The ITR company was actually part of IBM when this clock was made. This means that if this clock had been made for the American market it would have been an easy job to date it exactly, as IBM have a website devoted to their early clocks and time recorders etc, which lists the serial numbers against the years of manufacture. However these records do not appear to be valid for the European made clocks.
The clock itself stands a mighty 64 inches, or 5 foot 4 inches, tall (1.625m) and is not unsurprisingly rather heavy. This is due mostly to the 5/8 inch thick Oak case (the backboard however is made from 5 ply to avoid warping). The width is 20 inches, which is twice that of most other master clocks. These are also far removed from most others, in their mode of operation, as they have a conventional clock movement that uses a Graham deadbeat escapement. They do not however have the winding arrangement of a 'conventional' clock, in which the user would wind the clock periodically. Instead these movements have a spring which is only capable of driving the clock for several hours before it would stop if it were not rewound. The reason for this is that these clocks use a remontage system where the winding is done by an electro-magnet.

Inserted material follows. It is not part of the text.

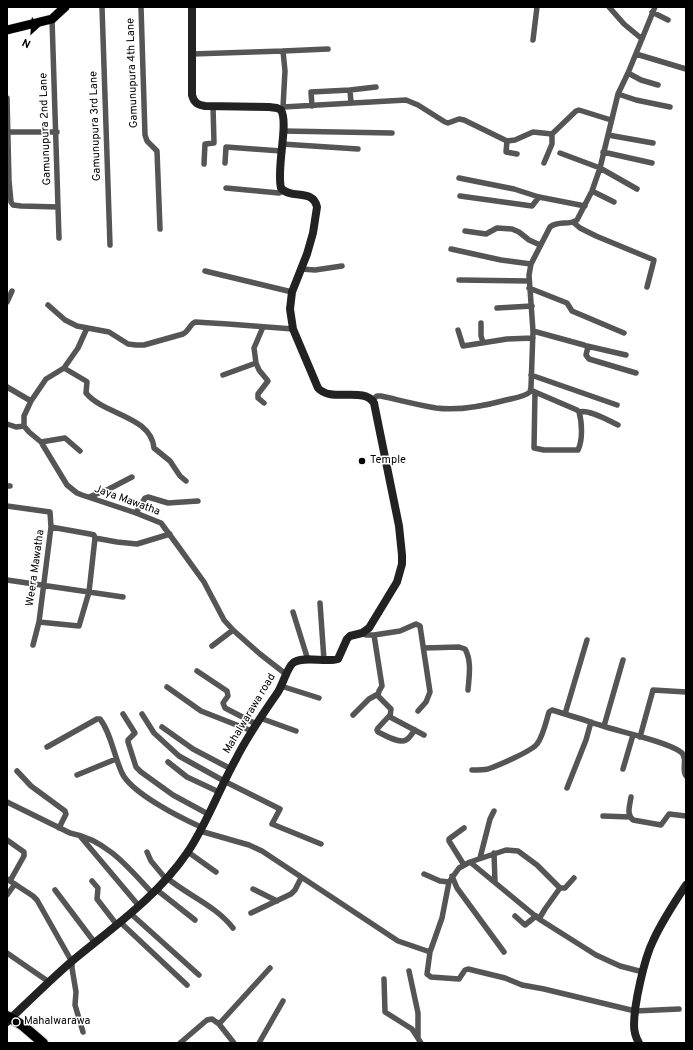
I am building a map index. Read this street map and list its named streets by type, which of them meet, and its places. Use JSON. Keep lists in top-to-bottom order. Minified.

What happens is that at 58 seconds past each minute (or 2 seconds before the next minute) a cam operates a pair of contacts that, via a relay, energize an electro-magnet. This magnet has a pawl which engages with the barrel of the spring and turns it, thus rewinding it.
The whole affair is designed so that with each magnet operation it is capable of putting just a bit more tension back into the spring than has actually been used in the last 58 second cycle. This is because after a power cut the magnet must be able to rewind the spring fully.
As the magnet is operated for only 2 seconds in each minute it can only fully wind the spring over an extended period of many minutes, adding an extra bit of tension each time. This is because there is not sufficient movement of the pawl on each magnet operation to wind the spring fully in one go.
To stop over winding of the main spring the pawl has its own retaining spring which it has to pull against each time it is operated. The idea being that once the main spring has enough tension a balance between the two springs occurs, thereby stopping the pawl from continuing to attempt to wind.